(Dataset content)

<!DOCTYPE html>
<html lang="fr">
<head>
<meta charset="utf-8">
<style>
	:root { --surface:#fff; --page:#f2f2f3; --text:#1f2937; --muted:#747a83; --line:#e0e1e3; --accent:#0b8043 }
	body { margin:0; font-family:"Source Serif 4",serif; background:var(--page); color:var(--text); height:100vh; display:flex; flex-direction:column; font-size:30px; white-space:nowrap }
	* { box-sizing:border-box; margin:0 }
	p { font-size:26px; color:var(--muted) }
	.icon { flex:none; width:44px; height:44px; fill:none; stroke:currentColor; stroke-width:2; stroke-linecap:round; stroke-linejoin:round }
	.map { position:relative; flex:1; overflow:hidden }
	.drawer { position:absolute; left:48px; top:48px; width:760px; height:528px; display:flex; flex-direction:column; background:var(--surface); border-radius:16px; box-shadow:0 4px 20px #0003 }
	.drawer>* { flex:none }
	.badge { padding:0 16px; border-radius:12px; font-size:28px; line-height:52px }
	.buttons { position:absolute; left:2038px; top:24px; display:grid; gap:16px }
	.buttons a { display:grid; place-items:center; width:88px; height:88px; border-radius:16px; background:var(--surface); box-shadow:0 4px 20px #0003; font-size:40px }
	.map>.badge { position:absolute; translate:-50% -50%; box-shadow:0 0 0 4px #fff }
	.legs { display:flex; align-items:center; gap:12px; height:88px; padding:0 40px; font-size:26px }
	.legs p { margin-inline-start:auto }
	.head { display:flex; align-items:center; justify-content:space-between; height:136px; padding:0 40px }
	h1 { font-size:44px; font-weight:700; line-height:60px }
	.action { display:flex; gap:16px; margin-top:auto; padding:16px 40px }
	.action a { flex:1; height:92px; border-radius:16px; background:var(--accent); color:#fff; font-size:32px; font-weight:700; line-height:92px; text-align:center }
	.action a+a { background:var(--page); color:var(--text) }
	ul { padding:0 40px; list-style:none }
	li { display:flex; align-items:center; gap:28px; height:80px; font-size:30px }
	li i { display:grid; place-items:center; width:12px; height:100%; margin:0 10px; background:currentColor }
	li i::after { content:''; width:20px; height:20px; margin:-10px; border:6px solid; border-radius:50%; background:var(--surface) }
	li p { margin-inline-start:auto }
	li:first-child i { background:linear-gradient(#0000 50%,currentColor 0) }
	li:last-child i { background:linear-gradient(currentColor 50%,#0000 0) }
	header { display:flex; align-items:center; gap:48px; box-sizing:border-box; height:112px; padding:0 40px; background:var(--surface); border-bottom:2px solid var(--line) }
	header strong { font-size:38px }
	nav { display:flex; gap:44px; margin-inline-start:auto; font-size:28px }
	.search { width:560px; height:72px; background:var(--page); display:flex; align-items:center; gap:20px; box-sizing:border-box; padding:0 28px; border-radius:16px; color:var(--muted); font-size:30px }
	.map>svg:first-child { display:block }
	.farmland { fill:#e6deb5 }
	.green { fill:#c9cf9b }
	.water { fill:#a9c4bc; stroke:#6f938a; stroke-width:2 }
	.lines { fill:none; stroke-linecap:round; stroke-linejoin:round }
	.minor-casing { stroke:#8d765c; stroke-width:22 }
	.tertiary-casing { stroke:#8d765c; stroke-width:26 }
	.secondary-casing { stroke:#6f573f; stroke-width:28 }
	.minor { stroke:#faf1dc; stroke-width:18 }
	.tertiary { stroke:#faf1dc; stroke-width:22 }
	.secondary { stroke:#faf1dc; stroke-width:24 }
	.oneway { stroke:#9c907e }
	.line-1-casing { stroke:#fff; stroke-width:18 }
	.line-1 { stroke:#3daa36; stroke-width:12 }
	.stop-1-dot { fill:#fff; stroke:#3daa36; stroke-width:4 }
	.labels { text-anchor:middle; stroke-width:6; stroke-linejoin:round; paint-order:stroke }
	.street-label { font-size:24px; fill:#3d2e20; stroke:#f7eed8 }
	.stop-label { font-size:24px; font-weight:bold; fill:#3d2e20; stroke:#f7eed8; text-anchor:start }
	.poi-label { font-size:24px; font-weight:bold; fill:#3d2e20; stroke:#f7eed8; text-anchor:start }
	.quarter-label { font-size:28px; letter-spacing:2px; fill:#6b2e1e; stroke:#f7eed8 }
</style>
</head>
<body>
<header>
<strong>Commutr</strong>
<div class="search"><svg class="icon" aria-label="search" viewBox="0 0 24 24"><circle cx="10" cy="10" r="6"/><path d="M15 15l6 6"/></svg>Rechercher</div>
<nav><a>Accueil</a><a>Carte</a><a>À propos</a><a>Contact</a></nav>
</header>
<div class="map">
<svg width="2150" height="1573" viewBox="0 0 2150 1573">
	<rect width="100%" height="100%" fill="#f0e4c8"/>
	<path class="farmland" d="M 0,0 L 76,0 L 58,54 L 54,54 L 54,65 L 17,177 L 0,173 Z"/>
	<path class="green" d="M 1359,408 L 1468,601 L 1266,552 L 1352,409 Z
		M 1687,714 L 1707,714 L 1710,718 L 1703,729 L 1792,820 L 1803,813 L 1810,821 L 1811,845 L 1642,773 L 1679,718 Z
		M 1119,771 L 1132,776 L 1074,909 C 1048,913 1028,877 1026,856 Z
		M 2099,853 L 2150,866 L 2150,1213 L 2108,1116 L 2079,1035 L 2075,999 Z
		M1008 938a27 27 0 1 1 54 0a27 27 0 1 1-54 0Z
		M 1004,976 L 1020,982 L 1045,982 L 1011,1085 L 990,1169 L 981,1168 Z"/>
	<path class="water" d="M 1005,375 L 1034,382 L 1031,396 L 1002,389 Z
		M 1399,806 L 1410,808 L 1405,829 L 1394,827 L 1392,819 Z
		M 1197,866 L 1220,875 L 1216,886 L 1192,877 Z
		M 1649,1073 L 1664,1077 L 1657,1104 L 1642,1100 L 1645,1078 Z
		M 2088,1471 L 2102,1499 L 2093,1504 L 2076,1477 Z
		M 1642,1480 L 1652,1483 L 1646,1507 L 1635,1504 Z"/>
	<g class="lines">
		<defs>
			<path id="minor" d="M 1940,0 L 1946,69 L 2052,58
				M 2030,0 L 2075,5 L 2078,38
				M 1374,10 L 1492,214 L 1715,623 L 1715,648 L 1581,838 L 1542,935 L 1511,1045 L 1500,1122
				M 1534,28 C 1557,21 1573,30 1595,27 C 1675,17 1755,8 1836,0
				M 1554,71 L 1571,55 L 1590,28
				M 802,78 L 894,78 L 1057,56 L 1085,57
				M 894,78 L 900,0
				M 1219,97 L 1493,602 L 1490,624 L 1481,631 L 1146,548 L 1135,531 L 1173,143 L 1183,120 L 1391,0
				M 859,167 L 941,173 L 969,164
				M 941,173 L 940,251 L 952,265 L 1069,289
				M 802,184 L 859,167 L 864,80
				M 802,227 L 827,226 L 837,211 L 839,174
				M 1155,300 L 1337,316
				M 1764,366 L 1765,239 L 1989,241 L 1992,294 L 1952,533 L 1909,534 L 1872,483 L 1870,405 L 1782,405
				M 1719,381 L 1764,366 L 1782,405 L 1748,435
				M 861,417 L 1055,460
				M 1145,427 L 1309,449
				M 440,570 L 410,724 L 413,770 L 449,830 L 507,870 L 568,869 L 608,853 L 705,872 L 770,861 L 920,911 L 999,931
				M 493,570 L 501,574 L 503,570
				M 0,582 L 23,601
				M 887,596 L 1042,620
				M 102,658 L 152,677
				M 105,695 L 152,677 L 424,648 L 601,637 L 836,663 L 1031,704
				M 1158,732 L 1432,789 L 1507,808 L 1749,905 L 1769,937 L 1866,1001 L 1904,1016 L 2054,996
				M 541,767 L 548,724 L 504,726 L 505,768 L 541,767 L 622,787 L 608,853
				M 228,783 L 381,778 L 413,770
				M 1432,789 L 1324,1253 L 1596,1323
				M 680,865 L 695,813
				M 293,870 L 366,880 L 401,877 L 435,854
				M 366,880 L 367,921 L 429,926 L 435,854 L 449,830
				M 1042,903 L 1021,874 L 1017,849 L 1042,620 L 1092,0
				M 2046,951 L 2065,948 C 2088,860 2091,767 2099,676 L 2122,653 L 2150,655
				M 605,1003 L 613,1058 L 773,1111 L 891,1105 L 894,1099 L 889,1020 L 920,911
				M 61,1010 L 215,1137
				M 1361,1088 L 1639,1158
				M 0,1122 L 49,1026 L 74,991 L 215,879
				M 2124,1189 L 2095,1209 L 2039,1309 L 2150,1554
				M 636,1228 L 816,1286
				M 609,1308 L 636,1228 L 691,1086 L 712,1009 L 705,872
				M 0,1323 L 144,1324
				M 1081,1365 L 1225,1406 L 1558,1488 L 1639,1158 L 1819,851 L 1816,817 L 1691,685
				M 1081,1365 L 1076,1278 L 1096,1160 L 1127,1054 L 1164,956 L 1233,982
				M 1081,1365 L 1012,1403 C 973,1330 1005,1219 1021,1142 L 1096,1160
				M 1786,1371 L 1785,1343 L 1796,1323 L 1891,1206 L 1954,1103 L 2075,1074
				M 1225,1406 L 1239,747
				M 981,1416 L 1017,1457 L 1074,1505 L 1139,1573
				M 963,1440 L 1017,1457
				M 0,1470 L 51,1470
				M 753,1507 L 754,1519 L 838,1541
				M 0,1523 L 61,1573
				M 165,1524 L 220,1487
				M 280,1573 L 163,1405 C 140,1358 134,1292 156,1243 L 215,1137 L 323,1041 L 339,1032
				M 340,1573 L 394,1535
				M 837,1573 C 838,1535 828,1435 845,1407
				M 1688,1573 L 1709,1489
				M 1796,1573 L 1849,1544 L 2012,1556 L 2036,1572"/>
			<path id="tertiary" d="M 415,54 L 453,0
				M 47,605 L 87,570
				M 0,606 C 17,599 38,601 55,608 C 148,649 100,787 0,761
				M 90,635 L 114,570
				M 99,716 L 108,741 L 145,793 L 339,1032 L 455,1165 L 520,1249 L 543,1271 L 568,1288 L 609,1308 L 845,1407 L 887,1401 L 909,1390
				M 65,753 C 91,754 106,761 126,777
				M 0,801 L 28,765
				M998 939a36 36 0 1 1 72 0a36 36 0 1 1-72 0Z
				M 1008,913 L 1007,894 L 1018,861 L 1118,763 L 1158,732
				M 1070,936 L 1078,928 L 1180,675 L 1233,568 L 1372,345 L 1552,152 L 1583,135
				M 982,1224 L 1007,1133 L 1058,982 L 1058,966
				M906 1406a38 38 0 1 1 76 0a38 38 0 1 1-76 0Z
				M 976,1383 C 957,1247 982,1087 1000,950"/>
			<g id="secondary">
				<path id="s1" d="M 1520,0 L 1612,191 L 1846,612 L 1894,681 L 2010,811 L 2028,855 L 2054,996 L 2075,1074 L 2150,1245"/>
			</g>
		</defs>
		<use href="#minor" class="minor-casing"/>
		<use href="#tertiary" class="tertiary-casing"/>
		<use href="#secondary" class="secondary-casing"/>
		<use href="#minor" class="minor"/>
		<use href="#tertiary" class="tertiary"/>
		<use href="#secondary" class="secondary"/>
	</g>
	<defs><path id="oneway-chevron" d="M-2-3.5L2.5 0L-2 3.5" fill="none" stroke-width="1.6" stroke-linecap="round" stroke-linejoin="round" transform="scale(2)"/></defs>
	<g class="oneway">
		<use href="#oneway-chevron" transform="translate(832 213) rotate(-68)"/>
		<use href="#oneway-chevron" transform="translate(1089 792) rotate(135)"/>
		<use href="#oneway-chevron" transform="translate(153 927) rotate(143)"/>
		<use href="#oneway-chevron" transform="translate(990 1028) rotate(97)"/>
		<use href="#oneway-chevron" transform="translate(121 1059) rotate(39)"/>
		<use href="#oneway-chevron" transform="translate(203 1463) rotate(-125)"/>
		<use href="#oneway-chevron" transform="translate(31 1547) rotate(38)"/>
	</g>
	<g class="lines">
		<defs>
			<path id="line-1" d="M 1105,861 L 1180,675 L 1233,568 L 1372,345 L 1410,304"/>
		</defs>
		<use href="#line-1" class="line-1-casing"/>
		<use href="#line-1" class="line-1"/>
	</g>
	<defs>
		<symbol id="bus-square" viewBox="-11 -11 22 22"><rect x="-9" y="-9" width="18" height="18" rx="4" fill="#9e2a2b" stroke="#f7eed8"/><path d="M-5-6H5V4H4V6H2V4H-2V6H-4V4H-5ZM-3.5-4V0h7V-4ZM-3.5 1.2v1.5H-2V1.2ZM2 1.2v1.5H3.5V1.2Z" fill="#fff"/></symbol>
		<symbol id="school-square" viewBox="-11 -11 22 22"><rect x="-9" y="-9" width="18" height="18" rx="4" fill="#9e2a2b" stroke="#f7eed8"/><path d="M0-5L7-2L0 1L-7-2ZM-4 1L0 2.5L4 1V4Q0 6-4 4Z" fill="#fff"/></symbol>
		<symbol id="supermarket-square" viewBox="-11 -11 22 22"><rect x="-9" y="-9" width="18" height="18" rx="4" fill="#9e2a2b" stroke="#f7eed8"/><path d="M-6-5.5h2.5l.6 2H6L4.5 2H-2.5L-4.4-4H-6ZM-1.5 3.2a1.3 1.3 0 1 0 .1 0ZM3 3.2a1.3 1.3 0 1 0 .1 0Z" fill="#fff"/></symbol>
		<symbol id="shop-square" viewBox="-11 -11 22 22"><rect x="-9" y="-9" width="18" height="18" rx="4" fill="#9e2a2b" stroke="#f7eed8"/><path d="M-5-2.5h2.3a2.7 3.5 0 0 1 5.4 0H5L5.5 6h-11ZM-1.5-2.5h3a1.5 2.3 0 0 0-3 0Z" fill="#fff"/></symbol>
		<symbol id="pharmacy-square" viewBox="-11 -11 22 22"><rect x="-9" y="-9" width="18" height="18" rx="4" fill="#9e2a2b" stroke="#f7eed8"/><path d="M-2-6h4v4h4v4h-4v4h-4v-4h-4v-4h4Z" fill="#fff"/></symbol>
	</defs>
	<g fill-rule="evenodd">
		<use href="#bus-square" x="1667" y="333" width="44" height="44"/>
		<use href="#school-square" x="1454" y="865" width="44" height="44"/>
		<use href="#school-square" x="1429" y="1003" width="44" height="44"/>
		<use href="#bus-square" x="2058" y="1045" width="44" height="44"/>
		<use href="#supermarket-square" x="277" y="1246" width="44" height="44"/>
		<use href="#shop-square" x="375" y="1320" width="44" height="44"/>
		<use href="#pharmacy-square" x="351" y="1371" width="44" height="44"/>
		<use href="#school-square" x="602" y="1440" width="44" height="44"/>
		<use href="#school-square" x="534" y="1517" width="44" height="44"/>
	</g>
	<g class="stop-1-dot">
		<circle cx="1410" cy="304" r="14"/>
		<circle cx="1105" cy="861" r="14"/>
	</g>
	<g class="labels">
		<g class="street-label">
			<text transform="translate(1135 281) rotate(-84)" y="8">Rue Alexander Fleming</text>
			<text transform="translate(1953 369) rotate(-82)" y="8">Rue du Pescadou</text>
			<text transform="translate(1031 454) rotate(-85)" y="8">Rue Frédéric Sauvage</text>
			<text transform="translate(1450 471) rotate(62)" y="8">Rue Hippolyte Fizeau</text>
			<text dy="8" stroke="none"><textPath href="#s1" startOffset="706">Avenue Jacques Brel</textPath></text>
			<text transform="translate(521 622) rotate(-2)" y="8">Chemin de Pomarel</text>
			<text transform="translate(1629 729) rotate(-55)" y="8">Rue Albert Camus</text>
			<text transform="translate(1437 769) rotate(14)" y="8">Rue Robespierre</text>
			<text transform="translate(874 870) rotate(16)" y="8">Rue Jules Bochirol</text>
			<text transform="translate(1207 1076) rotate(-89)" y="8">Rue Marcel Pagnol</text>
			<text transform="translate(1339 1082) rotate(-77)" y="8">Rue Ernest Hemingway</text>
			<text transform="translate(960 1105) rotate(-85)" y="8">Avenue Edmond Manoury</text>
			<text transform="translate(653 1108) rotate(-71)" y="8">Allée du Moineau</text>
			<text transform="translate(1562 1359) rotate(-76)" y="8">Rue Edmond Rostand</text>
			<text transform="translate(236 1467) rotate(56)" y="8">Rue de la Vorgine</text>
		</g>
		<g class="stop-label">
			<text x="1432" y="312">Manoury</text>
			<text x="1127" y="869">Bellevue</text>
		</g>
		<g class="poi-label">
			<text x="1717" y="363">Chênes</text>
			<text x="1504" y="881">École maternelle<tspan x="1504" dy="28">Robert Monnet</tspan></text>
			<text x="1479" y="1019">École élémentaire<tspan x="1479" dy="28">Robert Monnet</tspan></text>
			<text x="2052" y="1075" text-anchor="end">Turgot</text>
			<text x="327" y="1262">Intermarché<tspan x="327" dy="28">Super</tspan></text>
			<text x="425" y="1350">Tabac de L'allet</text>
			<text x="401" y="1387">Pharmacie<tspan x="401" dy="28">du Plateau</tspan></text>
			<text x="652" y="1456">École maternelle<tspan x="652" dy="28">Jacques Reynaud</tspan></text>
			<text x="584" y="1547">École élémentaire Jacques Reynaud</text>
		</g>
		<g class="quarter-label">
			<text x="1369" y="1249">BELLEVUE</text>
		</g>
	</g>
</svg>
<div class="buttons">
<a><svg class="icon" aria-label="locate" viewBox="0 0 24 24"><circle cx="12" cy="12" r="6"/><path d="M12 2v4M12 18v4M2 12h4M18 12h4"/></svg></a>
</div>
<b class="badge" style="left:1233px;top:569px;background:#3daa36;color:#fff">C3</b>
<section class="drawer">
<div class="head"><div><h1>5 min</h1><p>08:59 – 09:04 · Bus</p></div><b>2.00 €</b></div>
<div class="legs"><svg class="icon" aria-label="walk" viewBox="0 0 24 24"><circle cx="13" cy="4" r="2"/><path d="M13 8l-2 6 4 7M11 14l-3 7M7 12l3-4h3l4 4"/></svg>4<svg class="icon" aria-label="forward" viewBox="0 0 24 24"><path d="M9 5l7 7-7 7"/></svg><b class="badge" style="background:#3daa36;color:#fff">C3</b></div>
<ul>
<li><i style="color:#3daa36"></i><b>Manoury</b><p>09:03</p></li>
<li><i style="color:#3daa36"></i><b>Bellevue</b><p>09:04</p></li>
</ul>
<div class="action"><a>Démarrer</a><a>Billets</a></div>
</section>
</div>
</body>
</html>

(End Dataset content)

- _Task prompt_:
Line count for the string "body": say how many lines in the listing contain it, and add nothing.

- _Result of the task_:
3